Author: Kareem Ergawy (ergawy)

Changes

Adds basic support for emitting delayed privatizers from flang. So far,
only types of symbols are supported (i.e. scalars), support for more
complicated types will be added later.

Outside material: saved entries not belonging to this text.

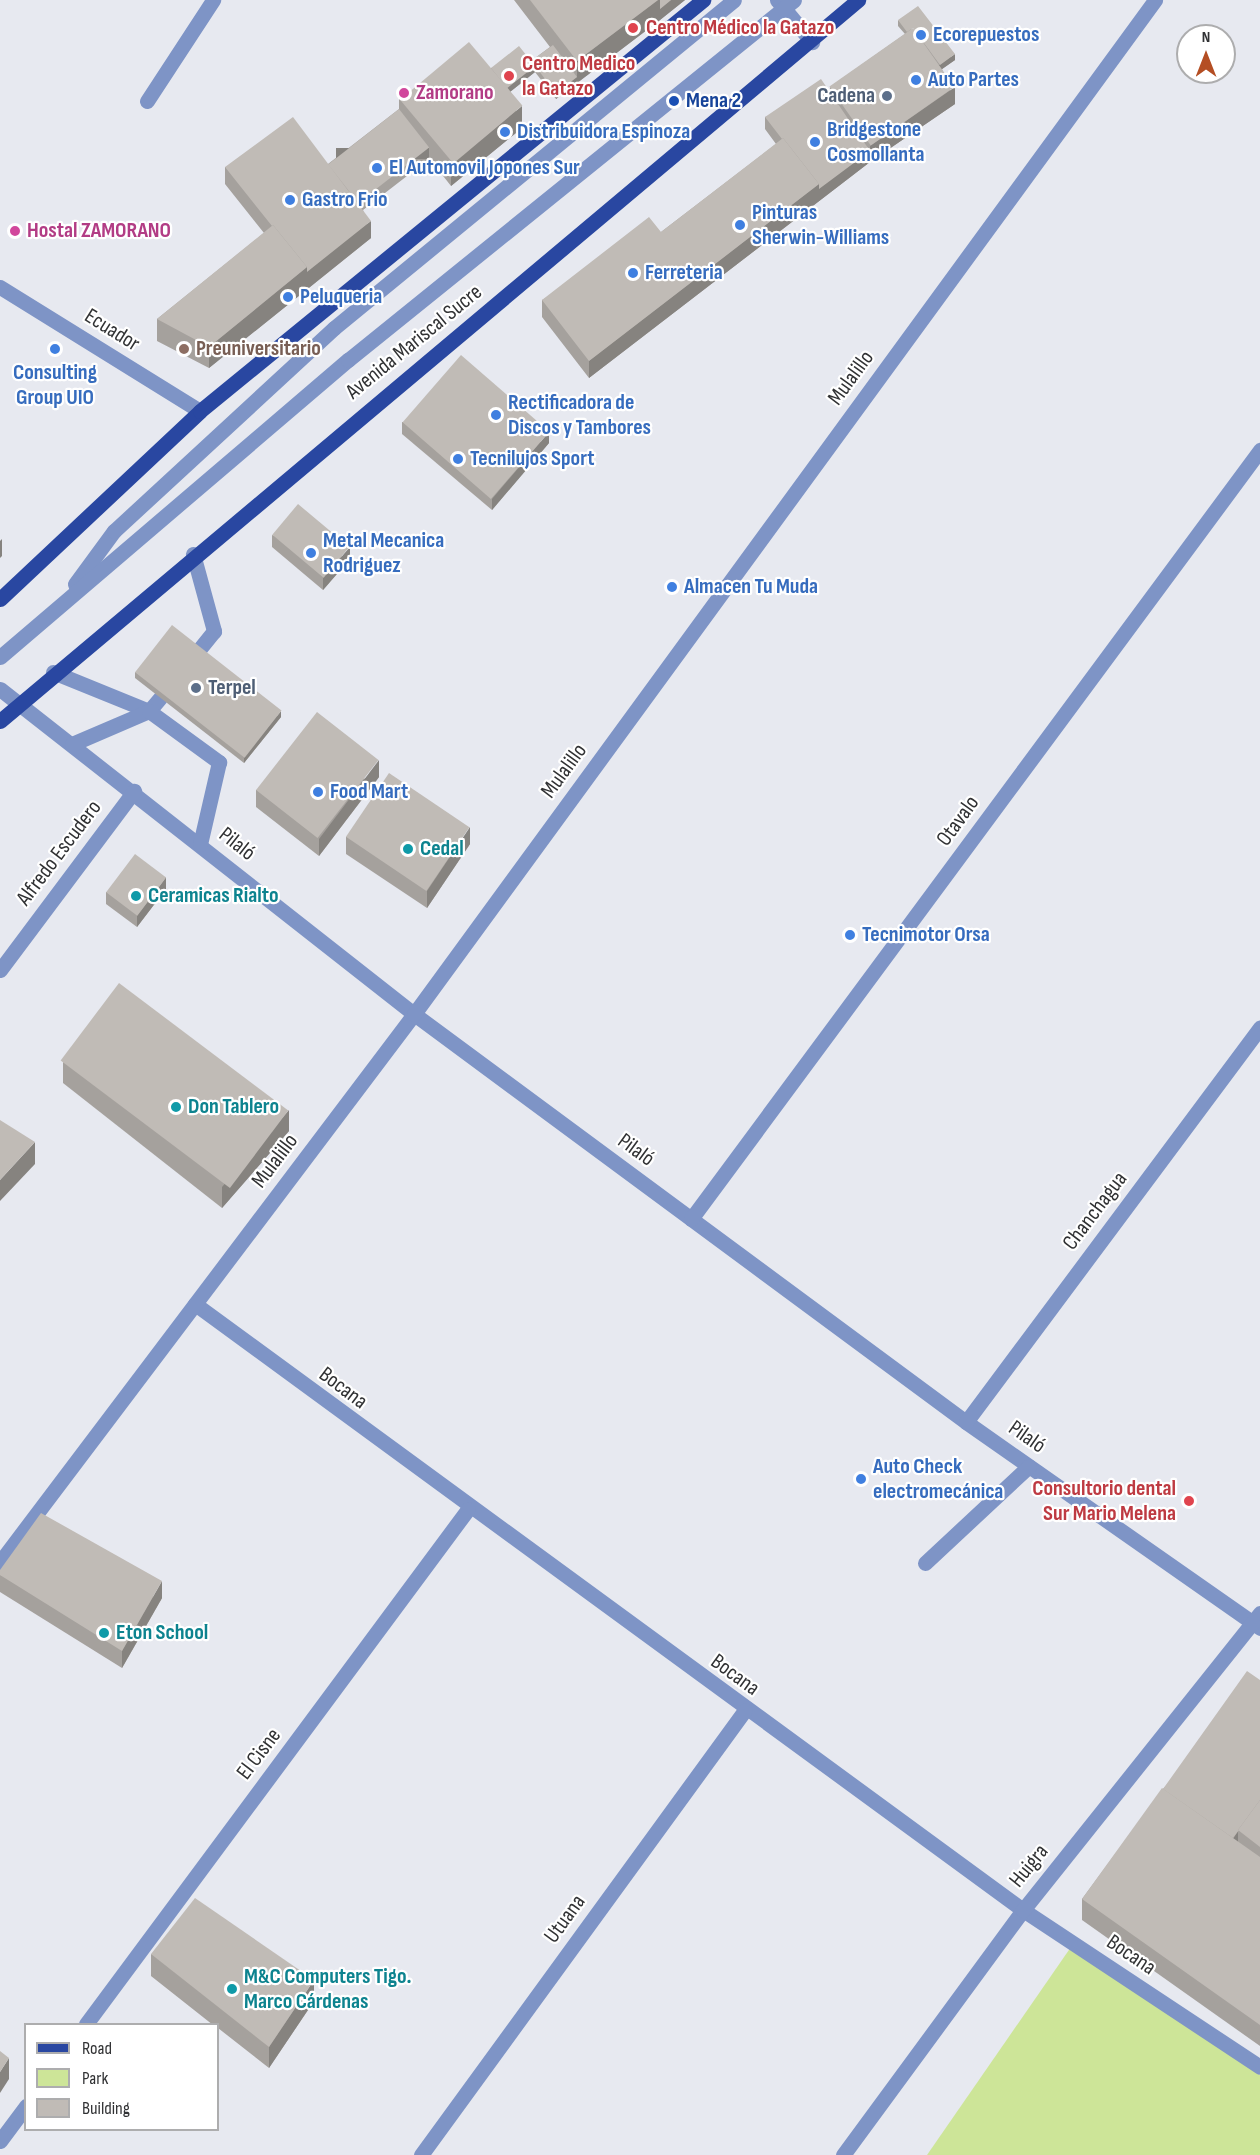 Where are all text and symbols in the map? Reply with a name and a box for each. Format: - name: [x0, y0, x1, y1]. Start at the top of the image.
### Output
- place label: Centro Médico la Gatazo: [646, 15, 834, 41]
- marker: Centro Médico la Gatazo: [624, 19, 642, 37]
- place label: Ecorepuestos: [933, 22, 1039, 48]
- north arrow: [1176, 24, 1236, 84]
- marker: Ecorepuestos: [914, 28, 928, 42]
- text: N: [1202, 28, 1210, 47]
- place label: Centro Medico la Gatazo: [522, 50, 635, 101]
- marker: Centro Medico la Gatazo: [500, 67, 518, 85]
- place label: Auto Partes: [928, 67, 1019, 93]
- marker: Auto Partes: [909, 73, 923, 87]
- place label: Zamorano: [416, 80, 494, 106]
- place label: Cadena: [817, 83, 875, 109]
- marker: Zamorano: [397, 86, 411, 100]
- place label: Mena 2: [686, 88, 741, 114]
- marker: Cadena: [880, 89, 894, 103]
- marker: Mena 2: [667, 94, 681, 108]
- place label: Bridgestone Cosmollanta: [827, 116, 924, 168]
- place label: Distribuidora Espinoza: [517, 119, 690, 145]
- marker: Distribuidora Espinoza: [498, 125, 512, 139]
- marker: Bridgestone Cosmollanta: [808, 135, 822, 149]
- place label: El Automovil Jopones Sur: [389, 155, 580, 181]
- marker: El Automovil Jopones Sur: [370, 161, 384, 175]
- place label: Gastro Frio: [302, 187, 388, 213]
- marker: Gastro Frio: [283, 193, 297, 207]
- place label: Pinturas Sherwin-Williams: [752, 199, 889, 250]
- place label: Hostal ZAMORANO: [27, 218, 171, 244]
- marker: Pinturas Sherwin-Williams: [733, 218, 747, 232]
- marker: Hostal ZAMORANO: [8, 224, 22, 238]
- place label: Ferreteria: [645, 260, 723, 286]
- marker: Ferreteria: [626, 266, 640, 280]
- street label: Avenida Mariscal Sucre: [341, 279, 487, 405]
- place label: Peluqueria: [300, 284, 382, 310]
- marker: Peluqueria: [281, 290, 295, 304]
- street label: Ecuador: [80, 303, 144, 357]
- place label: Preuniversitario: [196, 336, 321, 362]
- marker: Consulting Group UIO: [48, 342, 62, 356]
- marker: Preuniversitario: [177, 342, 191, 356]
- street label: Mulalillo: [822, 346, 880, 410]
- place label: Consulting Group UIO: [13, 359, 97, 410]
- place label: Rectificadora de Discos y Tambores: [508, 389, 651, 440]
- marker: Rectificadora de Discos y Tambores: [489, 408, 503, 422]
- place label: Tecnilujos Sport: [470, 446, 595, 472]
- marker: Tecnilujos Sport: [451, 452, 465, 466]
- place label: Metal Mecanica Rodriguez: [323, 527, 444, 578]
- marker: Metal Mecanica Rodriguez: [304, 546, 318, 560]
- place label: Almacen Tu Muda: [684, 574, 818, 600]
- marker: Almacen Tu Muda: [665, 580, 679, 594]
- place label: Terpel: [208, 675, 256, 701]
- marker: Terpel: [189, 681, 203, 695]
- street label: Mulalillo: [535, 739, 593, 803]
- place label: Food Mart: [330, 779, 408, 805]
- marker: Food Mart: [311, 785, 325, 799]
- street label: Otavalo: [931, 791, 985, 851]
- street label: Alfredo Escudero: [11, 795, 107, 911]
- street label: Pilaló: [213, 822, 261, 866]
- place label: Cedal: [420, 836, 464, 862]
- marker: Cedal: [401, 842, 415, 856]
- place label: Ceramicas Rialto: [148, 883, 279, 909]
- marker: Ceramicas Rialto: [129, 889, 143, 903]
- place label: Tecnimotor Orsa: [862, 922, 990, 948]
- marker: Tecnimotor Orsa: [843, 928, 857, 942]
- place label: Don Tablero: [188, 1094, 279, 1120]
- marker: Don Tablero: [169, 1100, 183, 1114]
- street label: Pilaló: [612, 1128, 660, 1172]
- street label: Mulalillo: [246, 1129, 304, 1193]
- street label: Chanchagua: [1057, 1167, 1133, 1255]
- street label: Bocana: [314, 1361, 372, 1415]
- street label: Pilaló: [1003, 1415, 1051, 1459]
- place label: Auto Check electromecánica: [873, 1453, 1003, 1504]
- marker: Auto Check electromecánica: [854, 1472, 868, 1486]
- place label: Consultorio dental Sur Mario Melena: [1032, 1475, 1176, 1526]
- marker: Consultorio dental Sur Mario Melena: [1180, 1492, 1198, 1510]
- place label: Eton School: [116, 1620, 208, 1646]
- marker: Eton School: [97, 1626, 111, 1640]
- street label: Bocana: [705, 1649, 765, 1701]
- street label: El Cisne: [231, 1723, 287, 1785]
- street label: Huigra: [1004, 1839, 1054, 1893]
- street label: Utuana: [539, 1890, 591, 1948]
- street label: Bocana: [1101, 1929, 1161, 1981]
- place label: M&C Computers Tigo. Marco Cárdenas: [244, 1963, 411, 2014]
- marker: M&C Computers Tigo. Marco Cárdenas: [225, 1982, 239, 1996]
- legend: [24, 2023, 219, 2131]
- text: Road: [82, 2038, 112, 2059]
- text: Park: [82, 2068, 108, 2089]
- text: Building: [82, 2098, 130, 2119] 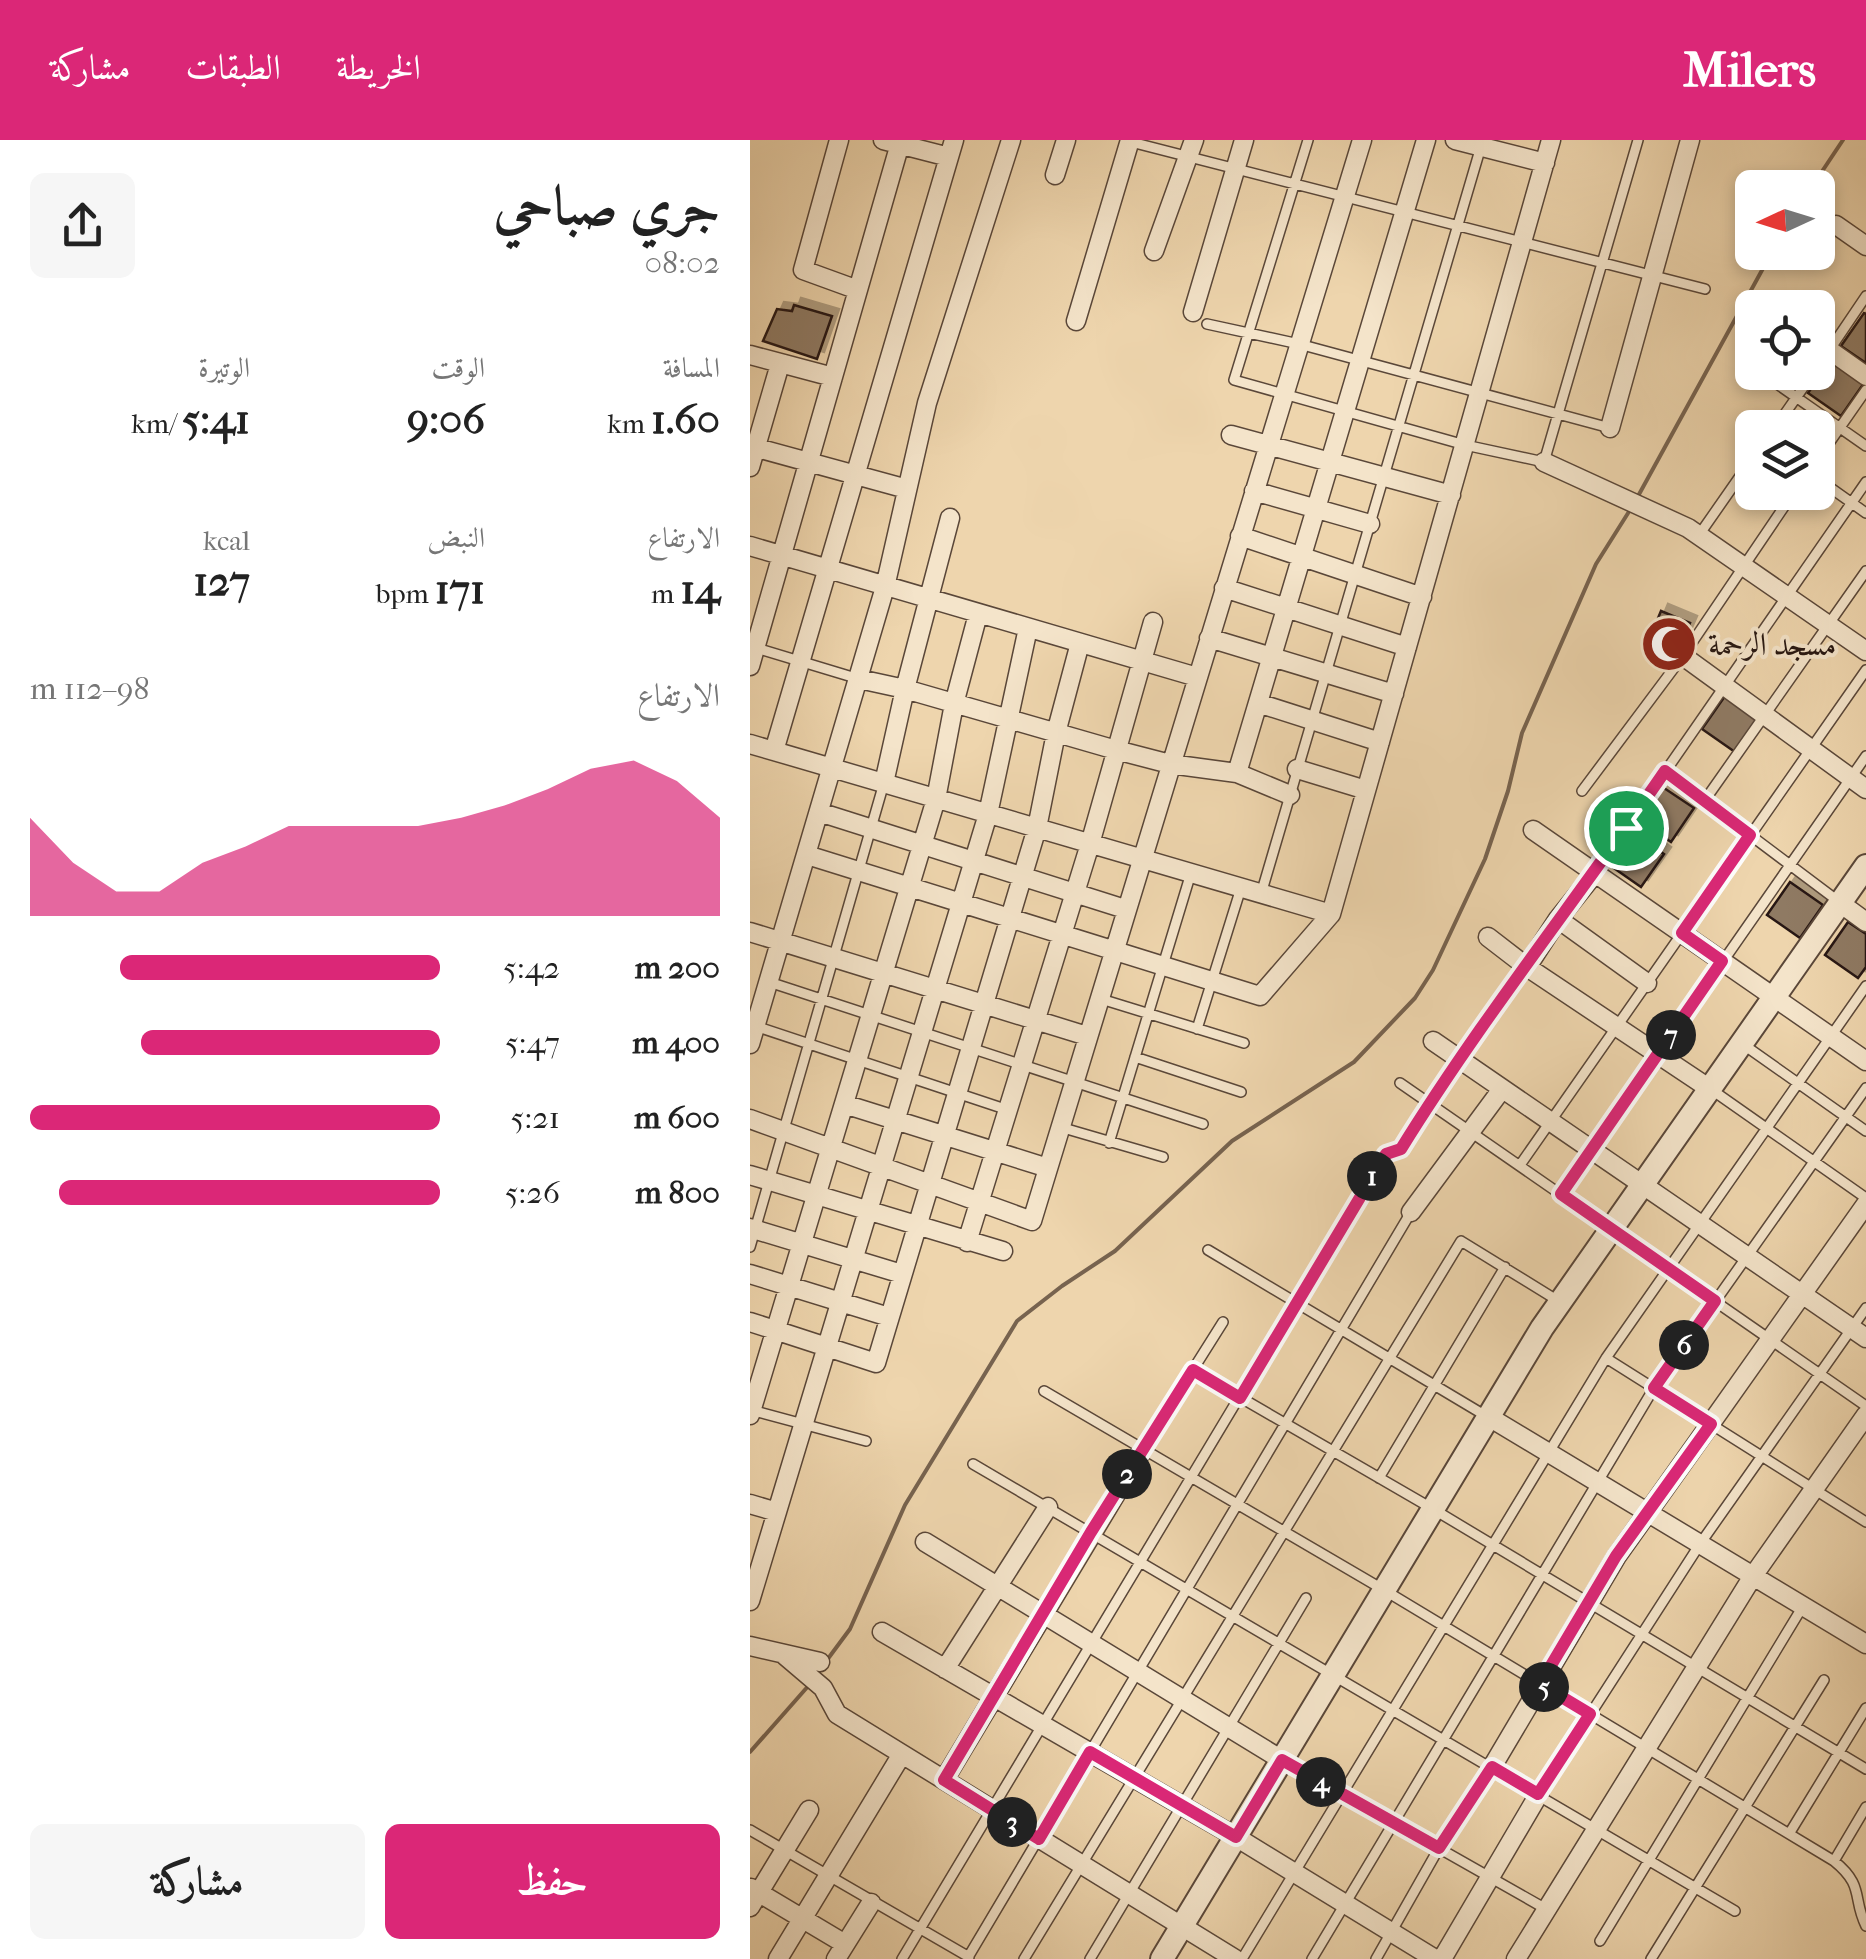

This also makes sure that
reductio and delayed privatization work properly together by merging the
body-gen callbacks for both in case both clauses are present on the
parallel construct.

This is a follow-up to both #81414 & #81452, only the latest commit (with the same title as the PR) is relevant to this PR.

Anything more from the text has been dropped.